Dopo la caduta dei Borboni il carnevale napoletano perdette definitivamente il ritmo. Sopravanzò il mondo della canzone. Al tempo dei re il carnevale aveva un significato soprattutto per l’aristocrazia che si divertiva a perdere tempo in continue feste mascherate, opere buffe e farse. Era un’aristocrazia che viveva di notte e la plebe, l’unica alternativa sociale, con i suoi miseri stracci cercava d’imitarla.
Oltre tutto, il carnevale nel basso popolo a Napoli si vestì sempre di festa religiosa un po’ sacrilega e non si espanse mai a una mondanità popolare come quella di Venezia – evento intorno al quale girava l’anno – o come quella abbastanza recente di Viareggio.
Ma dopo l’unità anche quel poco che si faceva andò deperendo, s’immiserì a poco più di una festa per bambini. Maschere di pochi soldi, nessuna manifestazione pubblica popolare o aristocratica. Nessuna sfilata di carri allegorici. Una festa in famiglia con qualche ballettino e soltanto oggi cerca stentatamente di risorgere con risultati modesti.
Eppure, nonostante il deterioramento esteriore il carnevale interiore a Napoli si va a nascondere nella cosa più importante della vita, nel cibo. Da questo versante pochi altri carnevali possono reggere il confronto. In altri luoghi si fanno molte chiacchiere, balli, sfilate, carri, ma poi tutto va a finire a fast-food o davanti a un desco ridotto all’essenziale. A Napoli la tavola trionfa con tutta l’eredità di estroversione barocca.
Carnevale diventa la mascheratura del cibo. È il corpo che si deve riempire di salsicce e polpette, che deve star bene, lieto di esistere, che deve scialare. Scialare per un napoletano significa buttarsi la “roba” in faccia, sognare con l’aiuto di un vino cupo e chiudere il tutto con una grande dormita.
È da questa abissale visceralità che nasce il frutto proibito (e ambito) da quasi tutta la storia plebea napoletana: la lasagna; imitazione gastronomica dei paesi mai esistiti come quelli di Bengodi o di Cuccagna. E se è vero che la mobilità di uno spaghetto o di un vermicello sta a uno “scugnizzo” vispo e saltellante, la lasagna – il cibo regina del carnevale – sta non soltanto allo spirito indigeno ma alle cattedrali, alle chiese e ai palazzi grondanti fronzoli e riccioli.

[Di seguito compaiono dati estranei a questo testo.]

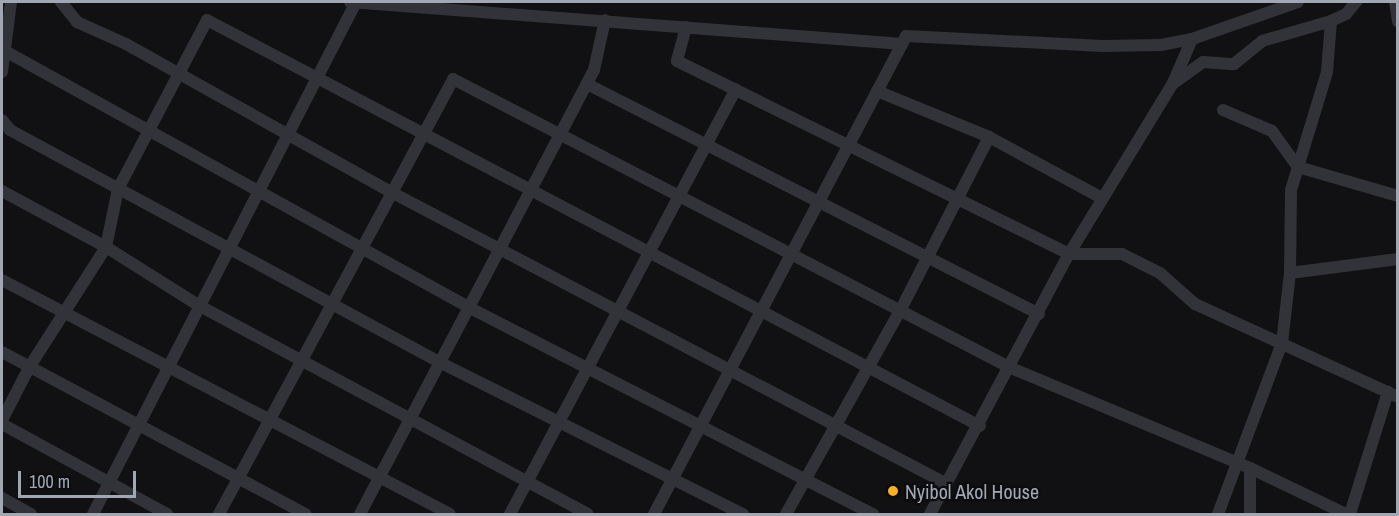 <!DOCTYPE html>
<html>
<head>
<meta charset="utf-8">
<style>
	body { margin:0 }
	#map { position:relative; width:1399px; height:516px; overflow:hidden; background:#111113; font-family:"Archivo Narrow",sans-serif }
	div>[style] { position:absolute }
	.minor>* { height:12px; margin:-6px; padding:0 6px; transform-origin:6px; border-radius:6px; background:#323338 }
	.dots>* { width:16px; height:16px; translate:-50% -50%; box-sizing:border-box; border:3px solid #0c0c0e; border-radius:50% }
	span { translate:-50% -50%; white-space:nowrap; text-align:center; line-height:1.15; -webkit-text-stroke:4.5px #0c0c0e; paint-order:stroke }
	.poi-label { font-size:20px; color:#a2a7b4 }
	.left { translate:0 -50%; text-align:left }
	.frame { position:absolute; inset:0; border:3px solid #a2a7b4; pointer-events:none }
	.scale { position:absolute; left:18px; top:471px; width:118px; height:27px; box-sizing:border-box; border:3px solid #a2a7b4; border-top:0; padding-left:8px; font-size:18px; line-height:21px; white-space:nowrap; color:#a2a7b4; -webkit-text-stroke:4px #0c0c0e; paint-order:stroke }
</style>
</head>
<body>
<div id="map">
	<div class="minor">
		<div style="left:61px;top:2px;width:26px;rotate:51deg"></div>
		<div style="left:77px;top:22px;width:54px;rotate:24.2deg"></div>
		<div style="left:126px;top:44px;width:304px;rotate:29.2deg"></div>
		<div style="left:391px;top:192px;width:628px;rotate:27.71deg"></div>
		<div style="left:350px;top:2px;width:554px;rotate:4.35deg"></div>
		<div style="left:902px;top:44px;width:9px;rotate:-63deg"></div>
		<div style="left:906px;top:36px;width:197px;rotate:2.9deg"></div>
		<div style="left:1103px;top:46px;width:58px;rotate:-1deg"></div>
		<div style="left:1161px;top:45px;width:32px;rotate:-11deg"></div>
		<div style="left:1192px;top:39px;width:112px;rotate:-19.2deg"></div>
		<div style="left:1395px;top:2px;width:20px;rotate:81deg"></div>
		<div style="left:686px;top:27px;width:35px;rotate:105deg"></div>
		<div style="left:677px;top:61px;width:437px;rotate:26.2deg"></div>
		<div style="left:1069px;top:254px;width:53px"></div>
		<div style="left:1122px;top:254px;width:42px;rotate:26.6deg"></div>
		<div style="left:1160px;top:273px;width:47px;rotate:41.5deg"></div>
		<div style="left:1195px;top:304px;width:223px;rotate:24.6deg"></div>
		<div style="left:5px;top:51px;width:531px;rotate:28.93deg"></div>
		<div style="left:470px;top:308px;width:453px;rotate:27.1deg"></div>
		<div style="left:2px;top:72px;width:71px;rotate:-82.7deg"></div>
		<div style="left:1174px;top:83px;width:36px;rotate:-36deg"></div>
		<div style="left:1203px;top:62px;width:31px;rotate:4deg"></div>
		<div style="left:1234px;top:64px;width:36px;rotate:-39deg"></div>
		<div style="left:1262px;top:41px;width:72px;rotate:-16.2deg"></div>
		<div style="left:587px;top:84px;width:507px;rotate:26.97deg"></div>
		<div style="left:877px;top:91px;width:121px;rotate:22.3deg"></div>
		<div style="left:989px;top:137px;width:128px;rotate:28.4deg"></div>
		<div style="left:1223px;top:110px;width:53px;rotate:23.2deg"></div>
		<div style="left:1272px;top:131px;width:44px;rotate:54.2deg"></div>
		<div style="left:1298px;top:167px;width:104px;rotate:16.2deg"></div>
		<div style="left:2px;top:120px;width:13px;rotate:51deg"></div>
		<div style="left:10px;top:130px;width:490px;rotate:28.4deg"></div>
		<div style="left:441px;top:363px;width:338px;rotate:26.6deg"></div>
		<div style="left:2px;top:191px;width:118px;rotate:28.3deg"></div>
		<div style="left:106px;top:247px;width:109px;rotate:32.2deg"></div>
		<div style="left:198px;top:305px;width:442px;rotate:28.2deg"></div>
		<div style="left:1290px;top:273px;width:109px;rotate:-7.4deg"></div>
		<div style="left:2px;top:280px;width:505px;rotate:27.58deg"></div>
		<div style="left:2px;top:352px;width:344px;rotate:28.1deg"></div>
		<div style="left:2px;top:420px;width:61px;rotate:-62.6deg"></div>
		<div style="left:30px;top:366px;width:141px;rotate:-57.4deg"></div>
		<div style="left:106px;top:247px;width:59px;rotate:-78.3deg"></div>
		<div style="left:118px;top:189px;width:191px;rotate:-62.2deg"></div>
		<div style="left:207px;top:20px;width:873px;rotate:27.71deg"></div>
		<div style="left:2px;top:424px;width:188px;rotate:28.6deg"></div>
		<div style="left:1250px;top:468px;width:46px;rotate:90deg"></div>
		<div style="left:2px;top:498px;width:33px;rotate:29deg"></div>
		<div style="left:93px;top:514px;width:576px;rotate:-62.81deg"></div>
		<div style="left:219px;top:514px;width:494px;rotate:-61.7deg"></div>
		<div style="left:453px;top:79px;width:628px;rotate:27.38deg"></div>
		<div style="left:1011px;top:368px;width:259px;rotate:22.7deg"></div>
		<div style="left:1250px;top:468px;width:106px;rotate:25.6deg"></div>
		<div style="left:360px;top:514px;width:502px;rotate:-62.21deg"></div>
		<div style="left:594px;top:70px;width:51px;rotate:-77.6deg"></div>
		<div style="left:510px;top:514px;width:481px;rotate:-62deg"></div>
		<div style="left:654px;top:514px;width:531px;rotate:-62.18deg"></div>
		<div style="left:786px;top:514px;width:231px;rotate:-60.7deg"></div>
		<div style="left:899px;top:313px;width:198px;rotate:-62.9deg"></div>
		<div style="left:930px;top:514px;width:295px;rotate:-61.9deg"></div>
		<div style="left:1069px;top:254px;width:200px;rotate:-58.7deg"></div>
		<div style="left:1173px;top:83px;width:48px;rotate:-66.6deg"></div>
		<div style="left:1218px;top:514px;width:183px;rotate:-69.5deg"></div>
		<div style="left:1282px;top:343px;width:70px;rotate:-83.5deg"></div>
		<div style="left:1290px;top:273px;width:83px;rotate:-89.3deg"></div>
		<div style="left:1291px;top:190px;width:123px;rotate:-73deg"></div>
		<div style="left:1327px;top:72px;width:51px;rotate:-85.5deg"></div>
		<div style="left:1331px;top:21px;width:17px;rotate:-25deg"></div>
		<div style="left:1346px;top:14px;width:16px;rotate:-50deg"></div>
		<div style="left:1350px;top:514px;width:128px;rotate:-72.7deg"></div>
	</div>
	<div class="dots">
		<div style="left:893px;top:491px;background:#fab022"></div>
	</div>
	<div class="poi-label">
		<span class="left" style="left:905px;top:491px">Nyibol Akol House</span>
	</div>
	<div class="frame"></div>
	<div class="scale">100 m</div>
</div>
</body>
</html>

La lasagna prima di essere un cibo è un edificio. Appassionato dal cibo più semplice del mondo, la pasta, il napoletano diventa in quel giorno fatidico una sorta di cuoco-orco. Per nessun altro cibo egli mette lo stesso forsennato impegno. Chi sa cosa vuole ottenere da esso. Quale miraggio riveste; perché solo ad elencare gl’ingredienti necessari per preparare una lasagna ci vuole un catalogo. Egli userà una forma di pasta piatta, larga e lunga come una riga di disegno. La sposerà con polpettine, cervellatine (sic) affettate (salsicce sottili), mozzarella, ricotta, ova (sic), una possibile aggiunta di salame.
La lasagna è un intruglio, ma un intruglio sublime perché il tutto vien cosparso, sui tre o quattro o cinque strati, in fondo e in cima, di “ragù”, quella salsa untuosa come pece, la massima espressione della nostra cucina. Quando l’impasto si è fatto ben crostato, portata in tavola, darle una coltellata è come darle una picconata. È un palazzo che crolla polpette, salsicce e filante ricotta e mozzarella: uno dei più rari tesori culinarii (sic).
Soltanto in questo cibo si può leggere con chiarezza il carnevale napoletano; un evento in cui si concentra lo spirito di un popolo che si dà un premio per l’antica e immarcescibile fame subita nei secoli.